Çoğalan insan yaklaştıkça idealine tutkuları daha da coşar. Coştukça çoğalır çoğaldıkça güçlenir. Bu yüzden zayıfızdır biz.

Paylaşmayan insanlarsa kendileri kadar yaşar giderler,
Güdük kalırlar hep. Biz.

Hızla değişen gelişen hayatın içinde bir yerlerde.
Çok fakirler paylaşırlar,

Bir de çok gelişmişler.
Paylaştıkça çoğalmak ister fakir. Tek değeri tek gücüdür paylaşmak. Halden anladığından.

Birde gelişmişler paylaşırlar. Paylaştıkça boşalan her bir yere yenilerin daha da yenilerin dolduğunu iyi bildikleri için.
Bir fakirler saklamazlar özlerini,

Bir de gelişmişler.
Bir fakirler korkmazlar bir de gelişmişler.

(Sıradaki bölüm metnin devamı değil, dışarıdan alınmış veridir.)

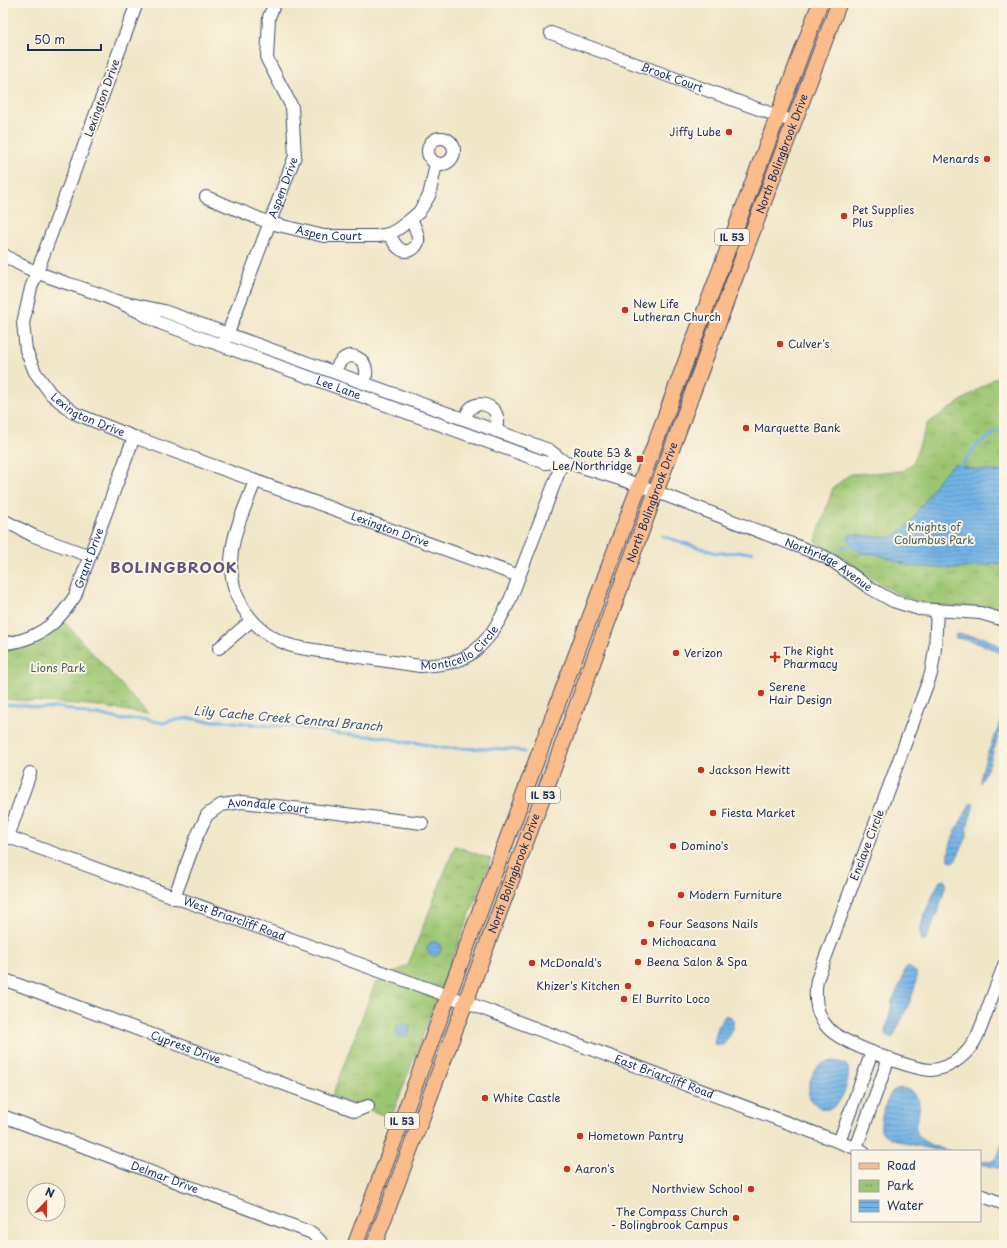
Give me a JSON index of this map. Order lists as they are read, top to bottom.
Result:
{
  "streets": {
    "main road": ["North Bolingbrook Drive", "IL 53"],
    "street": [
      "Brook Court",
      "Lexington Drive",
      "Aspen Drive",
      "Aspen Court",
      "Lee Lane",
      "Grant Drive",
      "Northridge Avenue",
      "Monticello Circle",
      "Avondale Court",
      "Enclave Circle",
      "West Briarcliff Road",
      "Cypress Drive",
      "East Briarcliff Road",
      "Delmar Drive"
    ]
  },
  "crossings": [
    ["Brook Court", "North Bolingbrook Drive"],
    ["Lexington Drive", "Lee Lane"],
    ["Lexington Drive", "Grant Drive"],
    ["Lexington Drive", "Monticello Circle"],
    ["North Bolingbrook Drive", "IL 53"],
    ["North Bolingbrook Drive", "Lee Lane"],
    ["North Bolingbrook Drive", "Northridge Avenue"],
    ["North Bolingbrook Drive", "West Briarcliff Road"],
    ["North Bolingbrook Drive", "East Briarcliff Road"],
    ["Aspen Drive", "Aspen Court"],
    ["Aspen Drive", "Lee Lane"],
    ["IL 53", "West Briarcliff Road"],
    ["IL 53", "East Briarcliff Road"],
    ["Lee Lane", "Northridge Avenue"],
    ["Lee Lane", "Monticello Circle"],
    ["Northridge Avenue", "Enclave Circle"],
    ["Avondale Court", "West Briarcliff Road"],
    ["West Briarcliff Road", "East Briarcliff Road"]
  ],
  "districts": ["BOLINGBROOK"],
  "water": ["Lily Cache Creek Central Branch"],
  "parks": ["Knights of Columbus Park", "Lions Park"],
  "places": {
    "other": [
      "Jiffy Lube",
      "Menards",
      "Pet Supplies Plus",
      "New Life Lutheran Church",
      "Culver's",
      "Marquette Bank",
      "Verizon",
      "Serene Hair Design",
      "Jackson Hewitt",
      "Fiesta Market",
      "Domino's",
      "Modern Furniture",
      "Four Seasons Nails",
      "Michoacana",
      "Beena Salon & Spa",
      "McDonald's",
      "Khizer's Kitchen",
      "El Burrito Loco",
      "White Castle",
      "Hometown Pantry",
      "Aaron's",
      "Northview School",
      "The Compass Church - Bolingbrook Campus"
    ],
    "transit": ["Route 53 & Lee/Northridge"],
    "health": ["The Right Pharmacy"]
  },
  "legend": ["Road", "Park", "Water"],
  "scale_bar": "50 m",
  "north": "top"
}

Bir fakirler açıktırlar öz eleştiriye akla ihtiyaç duydukları için,
Bir de gelişmişler, daha da gelişmek için.

Bizim topraklarda,
Artık açlıktan ölenler kalmayınca,

Bizim topraklarda gelişimde önemsenmediği için,
Paylaşmayan bir millet olduk.

Tutkuları,
İdealleri olmayan.

Günü kurtarmayı meziyet zanneden. Günü birlik yaşayan.
Günü birlik yaşayan toplumların insanlarında da tutku aramayacaksın.

Tutku,
Cesaret işi.

Korkak insanlarsa ne tutkuyu bilirler ne de idealisttirler.
Korkmadan yaşayabilmek için,

Önce korkuları yenmenin aklına sahip değilsen,
Korkular gelip yenerler seni.

Sende,
Gözüne ışık tutulmuş tavşanlar gibi donar kalırsın olduğun yerde.

Gözlerine ışık tutanları,
Tutkuların,

İdeallerinle parıldayan ışıldayan kendi ışıklarınla,
Kör edecek yerde.

Soru şu,
Bizim topraklarda Atatürk’ten sonra tutkularının ideallerinin ışığı ile insanları kör eden bir başka lider çıktı mı?

Hayır.
Bizim topraklarda kendini değil de milletini bu toplumun insanlarını kurtarmak için çalışıp çabalayan bir lider çıktı mı Atatürk’ten sonra?

Hayır.
Atatürk’ün yaydığı ışığa Atatürk’ün tutkularına ideallerine sadık amma en az Atatürk kadar çalışıp bu ışığı tutkuyu idealleri,

O günse o günün,
Bugünse bu günün,

Gerçekleriyle yaymak ve köklendirmek için yurt çapında çalışıp çabalayan insanların sayıları on binleri yüz binleri milyonları buldu mu hiç? Amma Atatürk kadar tutkulu ve idealistçe ve de en önemlisi yirmi dört saat yedi gün onun gibi çalışan çalışkan,
Hayır.

Şimdi,
Hadi o zaman.

Amma,
Tutkuyla.

Akılla.
Da,

Kim bu insanlar?
İşi gücü bir kenara bırakıp aileyi karıyı kocayı çocukları sevgiliyi her nevi özel yaşamını meraklarını ihmal edip paranın pulun peşinde koşmadan,

Çalışıp çabalayıp yarınlara bu ülkeyi hazırlayacaklar?
Kim bu insanlar?

Bilen var mı?
Tutkulu.

İdealist.
Özeleştiriye açık.

Akıllı.
Vizyoner.

Çok çalışkan. Yirmi dört saat. Yedi gün.
İnsanlar aranıyor,

Memleketin gidişatını değiştirmek için.
Mesela siz?

Müsait misiniz önümüzde ki on yirmi yıl bu çalışmanın bu ekibin bir parçası olmaya?
Evetlerin sayısı milyonlarsa olur bu iş.

Yok birkaç binde birkaç yüzlerde kalırsa,
Geçmiş olsun hepimize.

Ve de,
Sormayın artık ha bire ne olacak bu memleketin hali diye de.